Assignment: Could you repeat every record below exactly as written?

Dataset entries
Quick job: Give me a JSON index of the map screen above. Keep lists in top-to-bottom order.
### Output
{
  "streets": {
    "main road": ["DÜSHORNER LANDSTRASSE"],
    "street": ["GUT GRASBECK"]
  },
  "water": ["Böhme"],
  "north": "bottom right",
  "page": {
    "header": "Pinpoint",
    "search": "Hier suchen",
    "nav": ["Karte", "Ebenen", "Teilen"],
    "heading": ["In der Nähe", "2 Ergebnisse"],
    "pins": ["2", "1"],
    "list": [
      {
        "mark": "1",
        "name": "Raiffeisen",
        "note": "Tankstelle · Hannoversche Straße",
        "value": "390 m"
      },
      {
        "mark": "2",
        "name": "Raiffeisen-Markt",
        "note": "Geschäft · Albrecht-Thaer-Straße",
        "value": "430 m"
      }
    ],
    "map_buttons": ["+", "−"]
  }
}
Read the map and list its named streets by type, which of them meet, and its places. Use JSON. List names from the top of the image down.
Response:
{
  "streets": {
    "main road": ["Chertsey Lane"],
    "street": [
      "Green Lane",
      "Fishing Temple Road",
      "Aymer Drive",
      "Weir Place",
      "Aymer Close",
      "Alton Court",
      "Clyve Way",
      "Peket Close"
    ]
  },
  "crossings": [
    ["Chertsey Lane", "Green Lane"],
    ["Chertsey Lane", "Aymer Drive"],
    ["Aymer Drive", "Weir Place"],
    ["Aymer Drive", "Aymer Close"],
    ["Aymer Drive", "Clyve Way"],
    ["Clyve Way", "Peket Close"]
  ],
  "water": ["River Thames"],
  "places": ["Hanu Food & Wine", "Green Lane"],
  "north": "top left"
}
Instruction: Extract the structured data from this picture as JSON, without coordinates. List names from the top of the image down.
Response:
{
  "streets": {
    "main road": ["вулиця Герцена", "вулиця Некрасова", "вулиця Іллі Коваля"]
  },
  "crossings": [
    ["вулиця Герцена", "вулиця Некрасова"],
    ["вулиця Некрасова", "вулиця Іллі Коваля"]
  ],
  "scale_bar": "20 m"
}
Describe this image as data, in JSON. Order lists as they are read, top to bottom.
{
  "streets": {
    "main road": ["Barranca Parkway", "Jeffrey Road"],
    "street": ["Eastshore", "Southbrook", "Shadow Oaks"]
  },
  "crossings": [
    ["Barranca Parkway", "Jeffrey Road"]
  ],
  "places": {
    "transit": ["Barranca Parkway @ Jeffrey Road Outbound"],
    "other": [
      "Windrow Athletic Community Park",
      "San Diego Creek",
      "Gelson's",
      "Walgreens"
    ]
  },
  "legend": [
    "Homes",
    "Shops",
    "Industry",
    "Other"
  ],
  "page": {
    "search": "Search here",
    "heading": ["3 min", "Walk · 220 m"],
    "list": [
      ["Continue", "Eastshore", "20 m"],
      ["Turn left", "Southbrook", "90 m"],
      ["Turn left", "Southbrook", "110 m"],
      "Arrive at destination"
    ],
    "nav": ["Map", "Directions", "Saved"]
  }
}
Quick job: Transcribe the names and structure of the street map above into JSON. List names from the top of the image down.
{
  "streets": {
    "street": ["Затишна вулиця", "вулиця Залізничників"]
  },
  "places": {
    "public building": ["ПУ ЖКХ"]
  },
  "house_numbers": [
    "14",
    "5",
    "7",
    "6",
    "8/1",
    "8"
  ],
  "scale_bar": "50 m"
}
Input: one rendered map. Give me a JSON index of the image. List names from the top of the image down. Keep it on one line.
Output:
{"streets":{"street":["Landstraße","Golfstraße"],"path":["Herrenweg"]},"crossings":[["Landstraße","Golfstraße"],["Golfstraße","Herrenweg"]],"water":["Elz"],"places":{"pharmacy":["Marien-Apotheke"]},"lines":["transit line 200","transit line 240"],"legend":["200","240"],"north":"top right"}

Written response:
Quick job: Give me a JSON index of the map screen above. Keep lists in top-to-bottom order.
### Output
{
  "streets": {
    "main road": ["DÜSHORNER LANDSTRASSE"],
    "street": ["GUT GRASBECK"]
  },
  "water": ["Böhme"],
  "north": "bottom right",
  "page": {
    "header": "Pinpoint",
    "search": "Hier suchen",
    "nav": ["Karte", "Ebenen", "Teilen"],
    "heading": ["In der Nähe", "2 Ergebnisse"],
    "pins": ["2", "1"],
    "list": [
      {
        "mark": "1",
        "name": "Raiffeisen",
        "note": "Tankstelle · Hannoversche Straße",
        "value": "390 m"
      },
      {
        "mark": "2",
        "name": "Raiffeisen-Markt",
        "note": "Geschäft · Albrecht-Thaer-Straße",
        "value": "430 m"
      }
    ],
    "map_buttons": ["+", "−"]
  }
}
Read the map and list its named streets by type, which of them meet, and its places. Use JSON. List names from the top of the image down.
Response:
{
  "streets": {
    "main road": ["Chertsey Lane"],
    "street": [
      "Green Lane",
      "Fishing Temple Road",
      "Aymer Drive",
      "Weir Place",
      "Aymer Close",
      "Alton Court",
      "Clyve Way",
      "Peket Close"
    ]
  },
  "crossings": [
    ["Chertsey Lane", "Green Lane"],
    ["Chertsey Lane", "Aymer Drive"],
    ["Aymer Drive", "Weir Place"],
    ["Aymer Drive", "Aymer Close"],
    ["Aymer Drive", "Clyve Way"],
    ["Clyve Way", "Peket Close"]
  ],
  "water": ["River Thames"],
  "places": ["Hanu Food & Wine", "Green Lane"],
  "north": "top left"
}
Instruction: Extract the structured data from this picture as JSON, without coordinates. List names from the top of the image down.
Response:
{
  "streets": {
    "main road": ["вулиця Герцена", "вулиця Некрасова", "вулиця Іллі Коваля"]
  },
  "crossings": [
    ["вулиця Герцена", "вулиця Некрасова"],
    ["вулиця Некрасова", "вулиця Іллі Коваля"]
  ],
  "scale_bar": "20 m"
}
Describe this image as data, in JSON. Order lists as they are read, top to bottom.
{
  "streets": {
    "main road": ["Barranca Parkway", "Jeffrey Road"],
    "street": ["Eastshore", "Southbrook", "Shadow Oaks"]
  },
  "crossings": [
    ["Barranca Parkway", "Jeffrey Road"]
  ],
  "places": {
    "transit": ["Barranca Parkway @ Jeffrey Road Outbound"],
    "other": [
      "Windrow Athletic Community Park",
      "San Diego Creek",
      "Gelson's",
      "Walgreens"
    ]
  },
  "legend": [
    "Homes",
    "Shops",
    "Industry",
    "Other"
  ],
  "page": {
    "search": "Search here",
    "heading": ["3 min", "Walk · 220 m"],
    "list": [
      ["Continue", "Eastshore", "20 m"],
      ["Turn left", "Southbrook", "90 m"],
      ["Turn left", "Southbrook", "110 m"],
      "Arrive at destination"
    ],
    "nav": ["Map", "Directions", "Saved"]
  }
}
Quick job: Transcribe the names and structure of the street map above into JSON. List names from the top of the image down.
{
  "streets": {
    "street": ["Затишна вулиця", "вулиця Залізничників"]
  },
  "places": {
    "public building": ["ПУ ЖКХ"]
  },
  "house_numbers": [
    "14",
    "5",
    "7",
    "6",
    "8/1",
    "8"
  ],
  "scale_bar": "50 m"
}
Input: one rendered map. Give me a JSON index of the image. List names from the top of the image down. Keep it on one line.
Output:
{"streets":{"street":["Landstraße","Golfstraße"],"path":["Herrenweg"]},"crossings":[["Landstraße","Golfstraße"],["Golfstraße","Herrenweg"]],"water":["Elz"],"places":{"pharmacy":["Marien-Apotheke"]},"lines":["transit line 200","transit line 240"],"legend":["200","240"],"north":"top right"}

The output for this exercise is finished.